Biomarkers of ketamine's antidepressant effect: a clinical review of genetics, functional connectivity, and neurophysiology

Abstract

Major depressive disorder (MDD) is one of the leading causes of morbidity and all-cause mortality (including suicide) worldwide, and, unfortunately, first-line monoaminergic antidepressants and evidence-based psychotherapies are not effective for all patients. Subanesthetic doses of the N-methyl-D-aspartate receptor antagonists and glutamate modulators ketamine and S-ketamine have rapid and robust antidepressant efficacy in such treatment-resistant depressed patients (TRD). Yet, as with all antidepressant treatments including electroconvulsive therapy (ECT), not all TRD patients adequately respond, and we are presently unable to a priori predict who will respond or not respond to ketamine. Therefore, antidepressant treatment response biomarkers to ketamine have been a major focus of research for over a decade. In this article, we review the evidence in support of treatment response biomarkers, with a particular focus on genetics, functional magnetic resonance imaging, and neurophysiological studies, i.e. electroencephalography and magnetoencephalography. The studies outlined here lay the groundwork for replication and dissemination.

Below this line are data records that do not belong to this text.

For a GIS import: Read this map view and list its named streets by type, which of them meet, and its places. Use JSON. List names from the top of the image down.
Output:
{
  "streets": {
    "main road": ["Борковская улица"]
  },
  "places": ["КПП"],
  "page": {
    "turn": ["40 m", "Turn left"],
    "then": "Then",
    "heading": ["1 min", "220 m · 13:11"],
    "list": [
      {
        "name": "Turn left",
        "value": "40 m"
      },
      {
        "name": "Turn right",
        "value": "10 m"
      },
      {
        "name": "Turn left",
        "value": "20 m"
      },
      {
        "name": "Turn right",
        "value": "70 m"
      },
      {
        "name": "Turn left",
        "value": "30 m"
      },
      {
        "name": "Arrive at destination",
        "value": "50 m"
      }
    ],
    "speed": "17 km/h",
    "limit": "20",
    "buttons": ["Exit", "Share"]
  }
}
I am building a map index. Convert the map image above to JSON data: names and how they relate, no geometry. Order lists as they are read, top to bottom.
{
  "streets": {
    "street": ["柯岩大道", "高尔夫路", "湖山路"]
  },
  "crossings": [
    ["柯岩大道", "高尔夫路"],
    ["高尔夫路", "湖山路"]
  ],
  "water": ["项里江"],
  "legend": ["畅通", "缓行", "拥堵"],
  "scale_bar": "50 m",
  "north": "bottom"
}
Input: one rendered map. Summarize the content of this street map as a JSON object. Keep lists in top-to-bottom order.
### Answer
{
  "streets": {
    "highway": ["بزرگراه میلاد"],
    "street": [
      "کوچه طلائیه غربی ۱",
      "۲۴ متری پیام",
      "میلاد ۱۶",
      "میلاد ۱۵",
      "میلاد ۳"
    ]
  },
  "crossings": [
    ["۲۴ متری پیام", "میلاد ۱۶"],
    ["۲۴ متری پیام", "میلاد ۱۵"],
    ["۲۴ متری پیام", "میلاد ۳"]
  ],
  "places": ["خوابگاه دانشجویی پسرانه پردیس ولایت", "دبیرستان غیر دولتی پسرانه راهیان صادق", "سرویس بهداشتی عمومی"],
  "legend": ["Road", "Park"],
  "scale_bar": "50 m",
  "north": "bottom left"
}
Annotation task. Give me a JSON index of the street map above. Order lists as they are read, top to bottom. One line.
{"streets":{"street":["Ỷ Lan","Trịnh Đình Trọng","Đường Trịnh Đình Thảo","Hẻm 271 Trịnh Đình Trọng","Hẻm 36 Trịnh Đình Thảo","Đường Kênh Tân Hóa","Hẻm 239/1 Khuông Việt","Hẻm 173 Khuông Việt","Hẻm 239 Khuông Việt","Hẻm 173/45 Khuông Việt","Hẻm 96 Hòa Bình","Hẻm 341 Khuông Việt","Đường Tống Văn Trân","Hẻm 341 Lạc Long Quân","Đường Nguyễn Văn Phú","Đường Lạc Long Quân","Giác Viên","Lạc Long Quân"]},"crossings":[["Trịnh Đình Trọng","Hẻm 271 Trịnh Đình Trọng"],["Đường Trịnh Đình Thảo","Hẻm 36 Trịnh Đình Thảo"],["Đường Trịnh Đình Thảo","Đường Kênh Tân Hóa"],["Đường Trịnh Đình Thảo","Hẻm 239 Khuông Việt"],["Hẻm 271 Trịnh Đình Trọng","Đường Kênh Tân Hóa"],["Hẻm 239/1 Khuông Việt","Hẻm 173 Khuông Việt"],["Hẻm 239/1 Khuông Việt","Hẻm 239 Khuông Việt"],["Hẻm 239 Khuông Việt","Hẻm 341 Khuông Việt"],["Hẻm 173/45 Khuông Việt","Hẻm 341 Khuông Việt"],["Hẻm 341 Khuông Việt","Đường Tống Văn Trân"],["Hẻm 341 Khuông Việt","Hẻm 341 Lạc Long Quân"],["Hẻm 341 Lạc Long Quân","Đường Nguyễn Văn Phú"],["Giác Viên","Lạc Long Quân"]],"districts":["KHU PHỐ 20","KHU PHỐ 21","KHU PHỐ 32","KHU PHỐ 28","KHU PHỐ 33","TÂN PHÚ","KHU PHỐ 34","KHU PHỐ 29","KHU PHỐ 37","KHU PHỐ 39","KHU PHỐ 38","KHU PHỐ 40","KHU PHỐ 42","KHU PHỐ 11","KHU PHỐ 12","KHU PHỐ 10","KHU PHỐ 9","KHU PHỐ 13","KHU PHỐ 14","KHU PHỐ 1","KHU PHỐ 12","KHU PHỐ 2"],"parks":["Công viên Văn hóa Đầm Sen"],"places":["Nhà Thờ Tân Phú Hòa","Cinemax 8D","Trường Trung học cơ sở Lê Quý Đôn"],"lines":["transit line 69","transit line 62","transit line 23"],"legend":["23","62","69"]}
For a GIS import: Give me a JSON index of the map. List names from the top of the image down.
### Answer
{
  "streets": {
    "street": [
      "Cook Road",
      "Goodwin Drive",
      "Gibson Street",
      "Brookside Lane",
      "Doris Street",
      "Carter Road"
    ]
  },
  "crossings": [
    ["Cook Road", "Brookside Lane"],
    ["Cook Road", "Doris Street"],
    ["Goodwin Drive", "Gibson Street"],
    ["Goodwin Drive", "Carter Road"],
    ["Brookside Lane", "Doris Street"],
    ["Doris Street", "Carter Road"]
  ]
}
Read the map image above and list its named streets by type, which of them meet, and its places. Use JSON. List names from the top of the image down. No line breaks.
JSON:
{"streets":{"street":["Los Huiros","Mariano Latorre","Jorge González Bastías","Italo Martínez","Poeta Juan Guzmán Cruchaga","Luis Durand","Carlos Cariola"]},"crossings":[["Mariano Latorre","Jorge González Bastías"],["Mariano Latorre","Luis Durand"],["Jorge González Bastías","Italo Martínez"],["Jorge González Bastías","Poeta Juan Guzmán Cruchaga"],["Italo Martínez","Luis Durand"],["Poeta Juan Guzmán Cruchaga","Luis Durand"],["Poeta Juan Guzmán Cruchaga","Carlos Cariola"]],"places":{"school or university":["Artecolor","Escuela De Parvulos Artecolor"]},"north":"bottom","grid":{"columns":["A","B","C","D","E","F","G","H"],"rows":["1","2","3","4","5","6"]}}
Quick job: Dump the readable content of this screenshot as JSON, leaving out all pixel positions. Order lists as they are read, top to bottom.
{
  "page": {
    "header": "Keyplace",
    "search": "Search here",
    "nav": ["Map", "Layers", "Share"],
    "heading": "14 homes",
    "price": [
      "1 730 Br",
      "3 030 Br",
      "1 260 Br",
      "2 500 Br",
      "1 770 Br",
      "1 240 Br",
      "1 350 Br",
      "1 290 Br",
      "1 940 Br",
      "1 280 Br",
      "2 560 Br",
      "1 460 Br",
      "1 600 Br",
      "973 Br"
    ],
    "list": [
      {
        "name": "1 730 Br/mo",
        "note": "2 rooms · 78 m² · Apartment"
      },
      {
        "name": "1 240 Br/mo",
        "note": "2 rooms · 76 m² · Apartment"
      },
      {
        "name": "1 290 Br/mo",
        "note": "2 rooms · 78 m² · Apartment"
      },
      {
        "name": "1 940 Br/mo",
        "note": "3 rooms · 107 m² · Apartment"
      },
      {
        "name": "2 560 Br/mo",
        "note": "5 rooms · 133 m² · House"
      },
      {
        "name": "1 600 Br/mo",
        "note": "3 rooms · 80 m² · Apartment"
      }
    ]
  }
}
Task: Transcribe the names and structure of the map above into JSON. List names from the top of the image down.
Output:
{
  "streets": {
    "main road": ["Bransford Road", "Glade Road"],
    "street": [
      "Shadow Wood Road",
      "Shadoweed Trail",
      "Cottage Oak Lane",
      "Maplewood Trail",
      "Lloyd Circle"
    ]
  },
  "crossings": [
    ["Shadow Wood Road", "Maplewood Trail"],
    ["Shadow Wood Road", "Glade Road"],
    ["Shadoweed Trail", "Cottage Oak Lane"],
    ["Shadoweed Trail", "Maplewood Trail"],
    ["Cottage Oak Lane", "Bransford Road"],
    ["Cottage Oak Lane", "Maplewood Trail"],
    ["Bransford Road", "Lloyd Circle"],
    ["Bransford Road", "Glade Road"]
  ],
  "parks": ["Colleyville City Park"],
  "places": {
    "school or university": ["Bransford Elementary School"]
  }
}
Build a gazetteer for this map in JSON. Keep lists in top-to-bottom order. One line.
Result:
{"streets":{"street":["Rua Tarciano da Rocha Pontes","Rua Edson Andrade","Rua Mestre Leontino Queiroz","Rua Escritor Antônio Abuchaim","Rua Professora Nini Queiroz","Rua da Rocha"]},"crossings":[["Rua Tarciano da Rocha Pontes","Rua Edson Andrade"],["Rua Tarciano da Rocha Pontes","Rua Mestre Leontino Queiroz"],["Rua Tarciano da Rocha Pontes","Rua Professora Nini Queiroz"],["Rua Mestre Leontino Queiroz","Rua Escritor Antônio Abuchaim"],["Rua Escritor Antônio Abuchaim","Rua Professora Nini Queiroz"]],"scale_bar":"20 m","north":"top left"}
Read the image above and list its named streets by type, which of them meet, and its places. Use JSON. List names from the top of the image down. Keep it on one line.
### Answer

Keywords: electroencephalography; functional magnetic resonance imaging; genetics; glutamate; ketamine; magnetoencephalography; major depressive disorder; treatment resistant depression.

Figure 1.

Brain regions implicated in the antidepressant response to ketamine and their emotional processing correlates. Sagittal (a) and lateral (b) views of the brain outlining the main emotional functions of regions implicated in ketamine’s antidepressant efficacy.

Figure 2.

Common functional connectivity pathways implicated in ketamine’s antidepressant response. Functional connections outlined here are referenced throughout this review and have been found to be correlated with ketamine’s antidepressant effect. The relationship of the connection to antidepressant response is indicated by the line type, where a solid straight line corresponds to increased connectivity, a dotted line represents decreased connectivity, and a coiled line signifies mixed reports, i.e. some studies with increased and others with decreased connectivity in this circuit. A “halo” effect represents global brain connectivity (GBC), where the strength of the connectivity of the prefrontal cortex and caudate with the rest of the brain is related to antidepressant response. The laterality of these regions were mixed across the studies, except for the left amygdala, which was consistently reported. As alluded to above, there is a broad range of heterogeneity, i.e. task used, time of measurement (in relation to ketamine administration), and functional analysis methodology. CC: cingulate cortex, ACC: anterior cingulate cortex, PFC: prefrontal cortex.